[Opening Extracted data section]

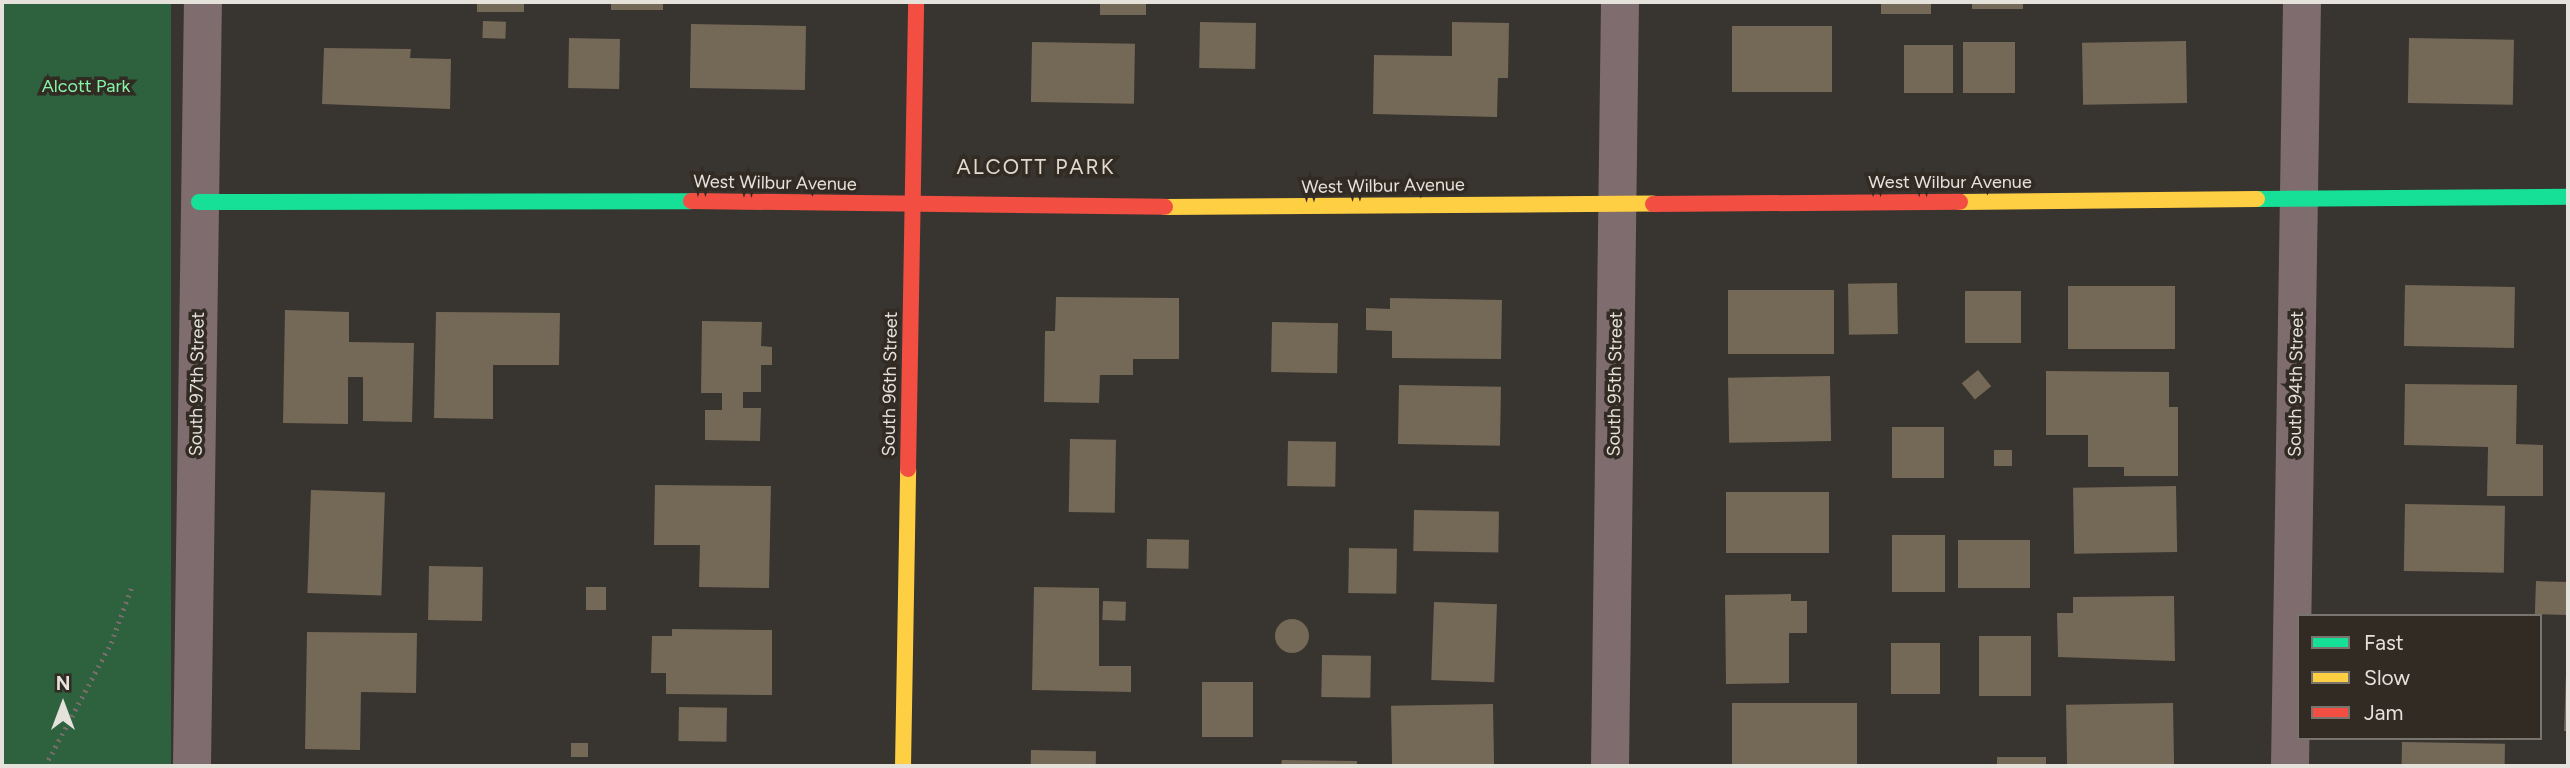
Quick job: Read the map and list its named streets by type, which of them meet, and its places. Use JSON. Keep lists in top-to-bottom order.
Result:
{
  "streets": {
    "street": [
      "West Wilbur Avenue",
      "South 97th Street",
      "South 96th Street",
      "South 95th Street",
      "South 94th Street"
    ]
  },
  "crossings": [
    ["West Wilbur Avenue", "South 97th Street"],
    ["West Wilbur Avenue", "South 96th Street"],
    ["West Wilbur Avenue", "South 95th Street"],
    ["West Wilbur Avenue", "South 94th Street"]
  ],
  "districts": ["ALCOTT PARK"],
  "parks": ["Alcott Park"],
  "legend": ["Fast", "Slow", "Jam"],
  "north": "top"
}
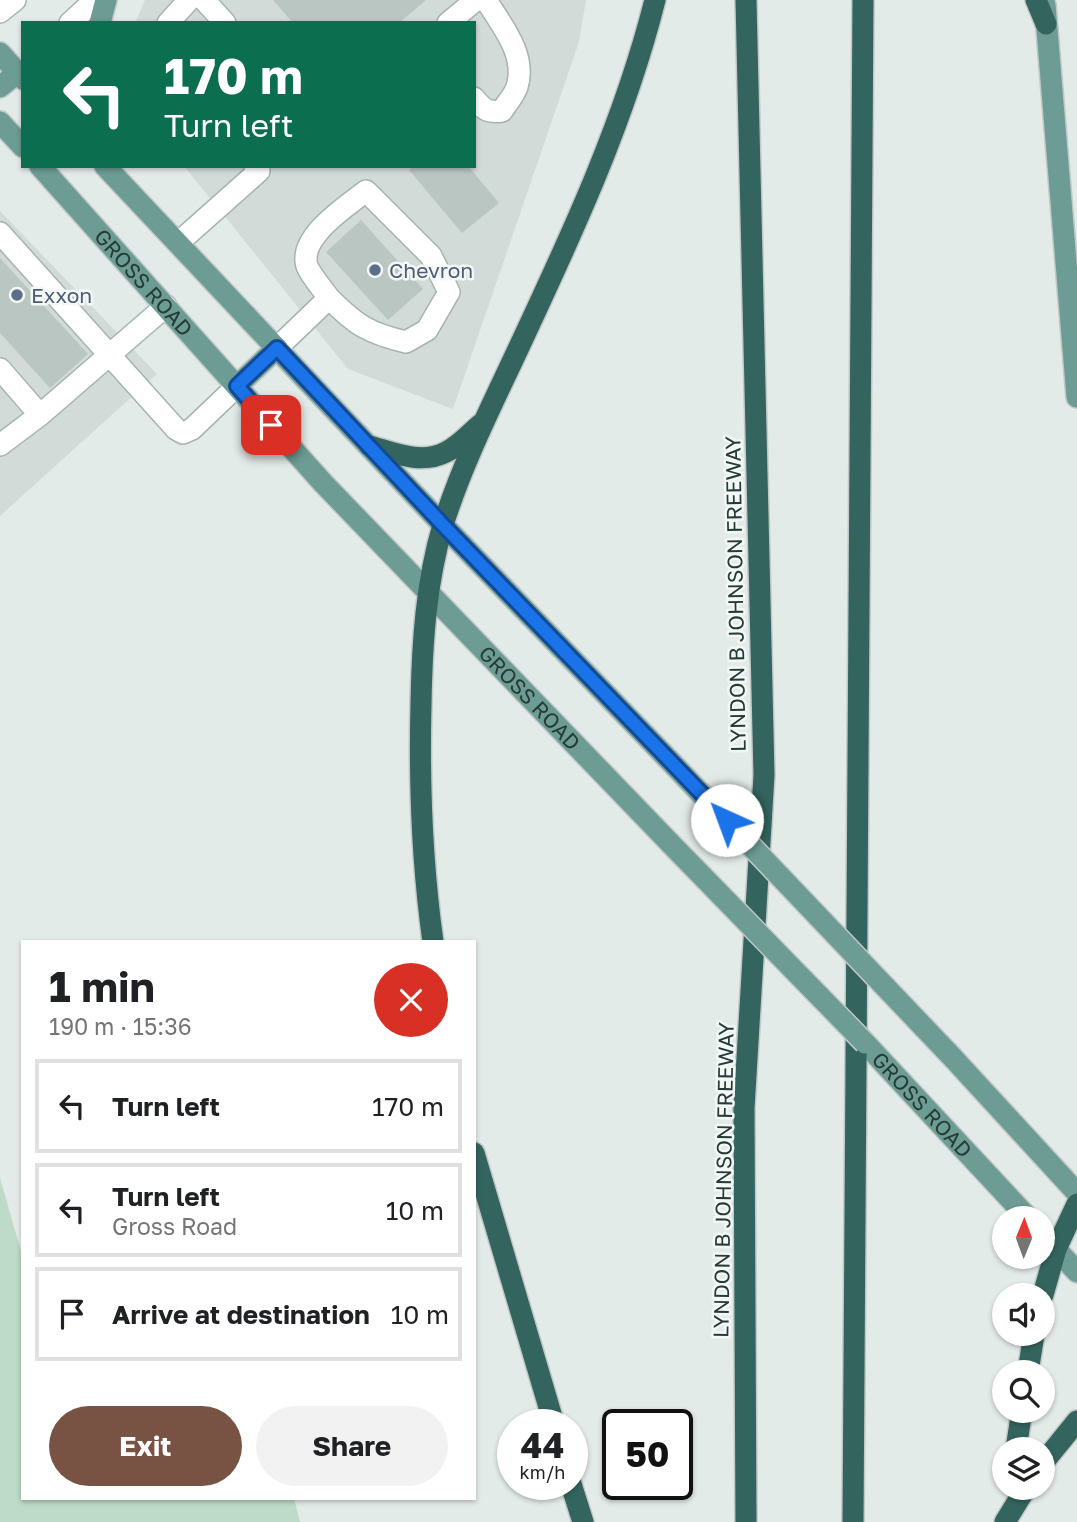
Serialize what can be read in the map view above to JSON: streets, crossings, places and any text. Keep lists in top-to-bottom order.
{
  "streets": {
    "highway": ["LYNDON B JOHNSON FREEWAY"],
    "main road": ["GROSS ROAD"]
  },
  "places": ["Chevron", "Exxon"],
  "north": "top",
  "page": {
    "turn": ["170 m", "Turn left"],
    "heading": ["1 min", "190 m · 15:36"],
    "list": [
      {
        "name": "Turn left",
        "value": "170 m"
      },
      {
        "name": "Turn left",
        "note": "Gross Road",
        "value": "10 m"
      },
      {
        "name": "Arrive at destination",
        "value": "10 m"
      }
    ],
    "buttons": ["Exit", "Share"],
    "speed": "44 km/h",
    "limit": "50"
  }
}
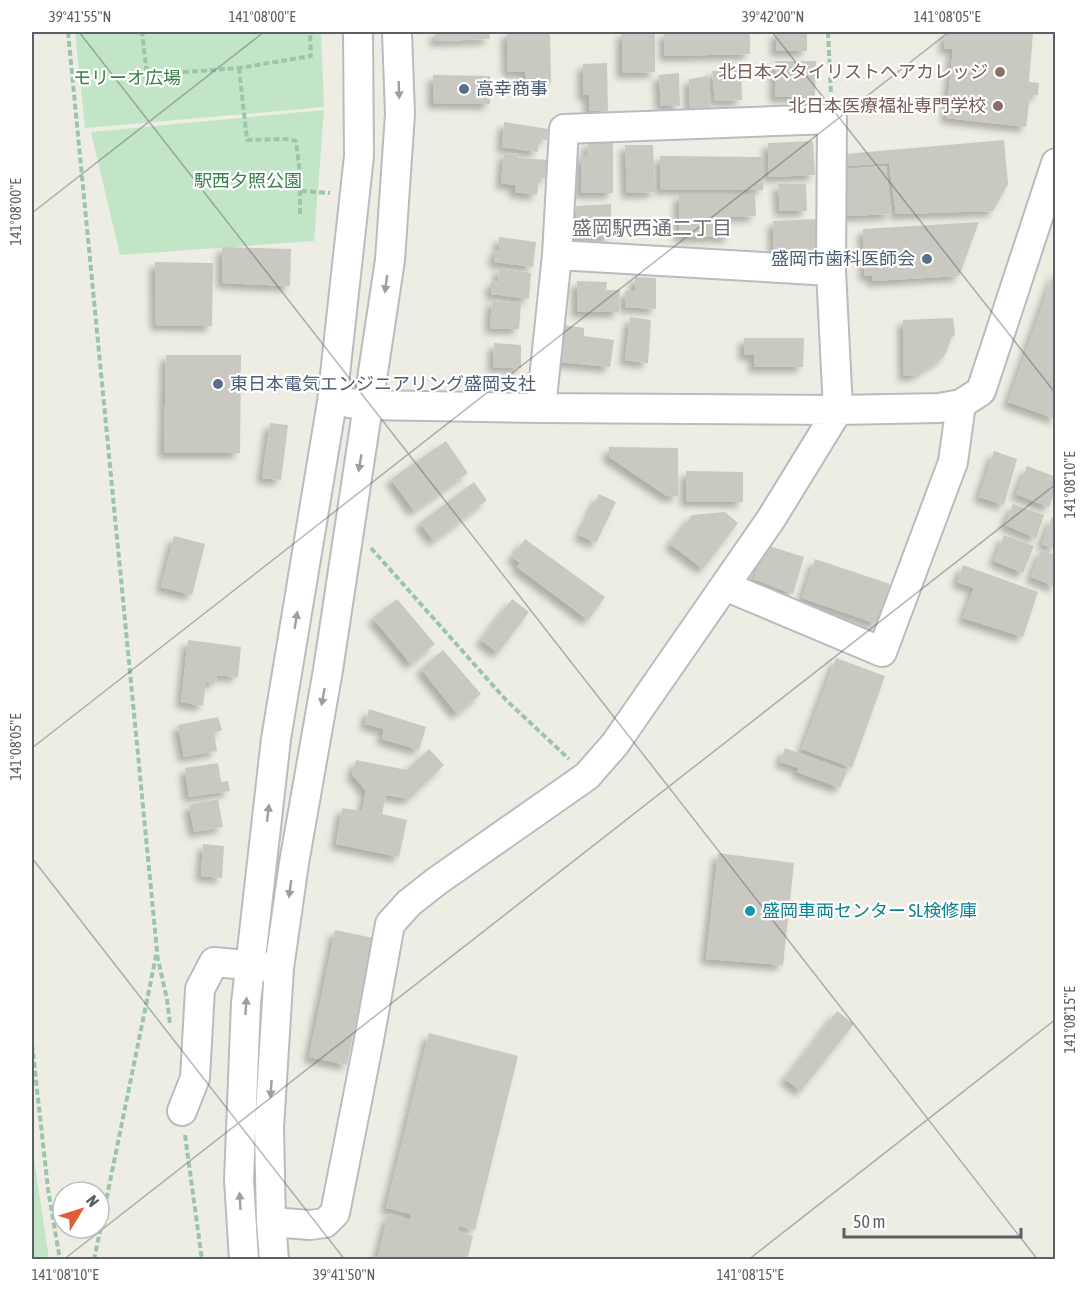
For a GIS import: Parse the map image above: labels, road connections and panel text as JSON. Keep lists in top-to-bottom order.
{
  "districts": ["盛岡駅西通二丁目"],
  "parks": ["モリーオ広場", "駅西夕照公園"],
  "places": [
    "北日本スタイリストヘアカレッジ",
    "高幸商事",
    "北日本医療福祉専門学校",
    "盛岡市歯科医師会",
    "東日本電気エンジニアリング盛岡支社",
    "盛岡車両センター SL検修庫"
  ],
  "scale_bar": "50 m",
  "north": "top right",
  "coordinates": [
    "39°41'55\"N",
    "141°08'00\"E",
    "39°42'00\"N",
    "141°08'05\"E",
    "141°08'10\"E",
    "141°08'15\"E",
    "39°41'50\"N"
  ]
}
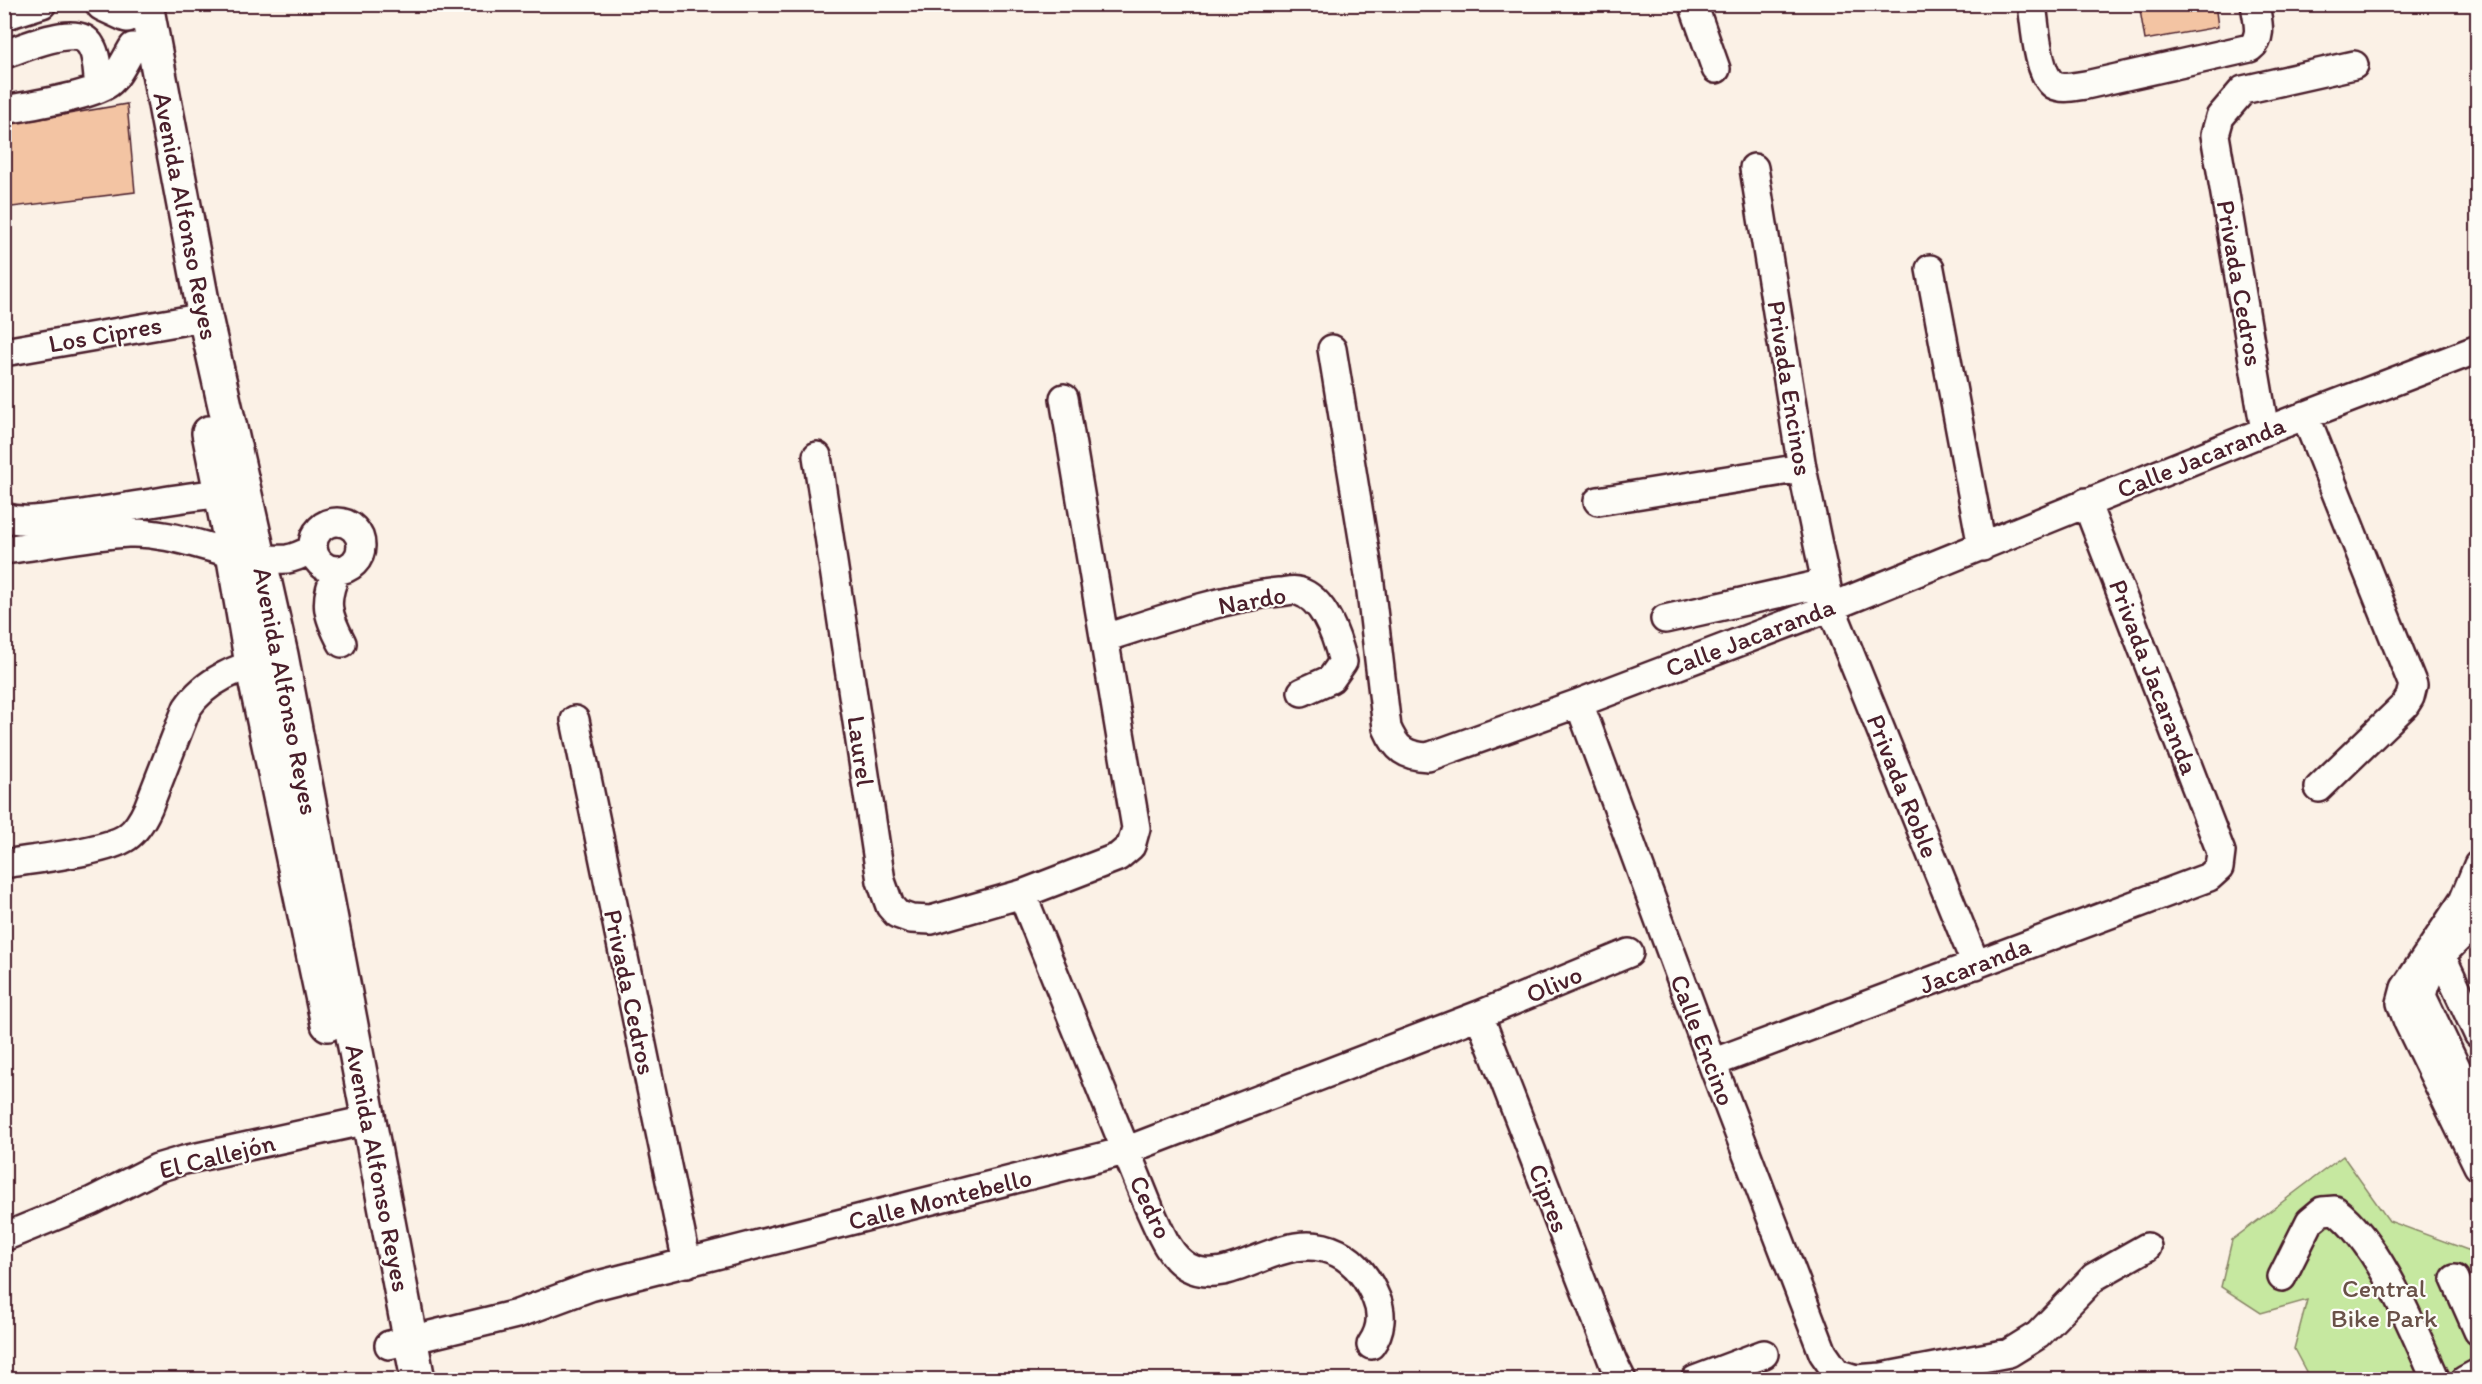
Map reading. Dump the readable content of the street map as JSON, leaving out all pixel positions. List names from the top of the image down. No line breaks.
{"streets":{"main road":["Avenida Alfonso Reyes"],"street":["Privada Cedros","Los Cipres","Privada Encinos","Calle Jacaranda","Nardo","Privada Jacaranda","Laurel","Privada Roble","Jacaranda","Olivo","Calle Encino","El Callejón","Cipres","Calle Montebello","Cedro"]},"crossings":[["Avenida Alfonso Reyes","Los Cipres"],["Avenida Alfonso Reyes","El Callejón"],["Avenida Alfonso Reyes","Calle Montebello"],["Privada Cedros","Calle Jacaranda"],["Privada Cedros","Calle Montebello"],["Privada Encinos","Calle Jacaranda"],["Privada Encinos","Privada Roble"],["Calle Jacaranda","Privada Jacaranda"],["Calle Jacaranda","Privada Roble"],["Calle Jacaranda","Calle Encino"],["Nardo","Laurel"],["Privada Jacaranda","Jacaranda"],["Laurel","Cedro"],["Privada Roble","Jacaranda"],["Jacaranda","Calle Encino"],["Olivo","Cipres"],["Olivo","Calle Montebello"],["Cipres","Calle Montebello"],["Calle Montebello","Cedro"]],"parks":["Central Bike Park"]}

[Closing Extracted data section]

▶ **What is needed**
The entries above are to be restated verbatim, with no pictures carried over.

▶ **Exercise response**
Quick job: Read the map and list its named streets by type, which of them meet, and its places. Use JSON. Keep lists in top-to-bottom order.
Result:
{
  "streets": {
    "street": [
      "West Wilbur Avenue",
      "South 97th Street",
      "South 96th Street",
      "South 95th Street",
      "South 94th Street"
    ]
  },
  "crossings": [
    ["West Wilbur Avenue", "South 97th Street"],
    ["West Wilbur Avenue", "South 96th Street"],
    ["West Wilbur Avenue", "South 95th Street"],
    ["West Wilbur Avenue", "South 94th Street"]
  ],
  "districts": ["ALCOTT PARK"],
  "parks": ["Alcott Park"],
  "legend": ["Fast", "Slow", "Jam"],
  "north": "top"
}
Serialize what can be read in the map view above to JSON: streets, crossings, places and any text. Keep lists in top-to-bottom order.
{
  "streets": {
    "highway": ["LYNDON B JOHNSON FREEWAY"],
    "main road": ["GROSS ROAD"]
  },
  "places": ["Chevron", "Exxon"],
  "north": "top",
  "page": {
    "turn": ["170 m", "Turn left"],
    "heading": ["1 min", "190 m · 15:36"],
    "list": [
      {
        "name": "Turn left",
        "value": "170 m"
      },
      {
        "name": "Turn left",
        "note": "Gross Road",
        "value": "10 m"
      },
      {
        "name": "Arrive at destination",
        "value": "10 m"
      }
    ],
    "buttons": ["Exit", "Share"],
    "speed": "44 km/h",
    "limit": "50"
  }
}
For a GIS import: Parse the map image above: labels, road connections and panel text as JSON. Keep lists in top-to-bottom order.
{
  "districts": ["盛岡駅西通二丁目"],
  "parks": ["モリーオ広場", "駅西夕照公園"],
  "places": [
    "北日本スタイリストヘアカレッジ",
    "高幸商事",
    "北日本医療福祉専門学校",
    "盛岡市歯科医師会",
    "東日本電気エンジニアリング盛岡支社",
    "盛岡車両センター SL検修庫"
  ],
  "scale_bar": "50 m",
  "north": "top right",
  "coordinates": [
    "39°41'55\"N",
    "141°08'00\"E",
    "39°42'00\"N",
    "141°08'05\"E",
    "141°08'10\"E",
    "141°08'15\"E",
    "39°41'50\"N"
  ]
}
Map reading. Dump the readable content of the street map as JSON, leaving out all pixel positions. List names from the top of the image down. No line breaks.
{"streets":{"main road":["Avenida Alfonso Reyes"],"street":["Privada Cedros","Los Cipres","Privada Encinos","Calle Jacaranda","Nardo","Privada Jacaranda","Laurel","Privada Roble","Jacaranda","Olivo","Calle Encino","El Callejón","Cipres","Calle Montebello","Cedro"]},"crossings":[["Avenida Alfonso Reyes","Los Cipres"],["Avenida Alfonso Reyes","El Callejón"],["Avenida Alfonso Reyes","Calle Montebello"],["Privada Cedros","Calle Jacaranda"],["Privada Cedros","Calle Montebello"],["Privada Encinos","Calle Jacaranda"],["Privada Encinos","Privada Roble"],["Calle Jacaranda","Privada Jacaranda"],["Calle Jacaranda","Privada Roble"],["Calle Jacaranda","Calle Encino"],["Nardo","Laurel"],["Privada Jacaranda","Jacaranda"],["Laurel","Cedro"],["Privada Roble","Jacaranda"],["Jacaranda","Calle Encino"],["Olivo","Cipres"],["Olivo","Calle Montebello"],["Cipres","Calle Montebello"],["Calle Montebello","Cedro"]],"parks":["Central Bike Park"]}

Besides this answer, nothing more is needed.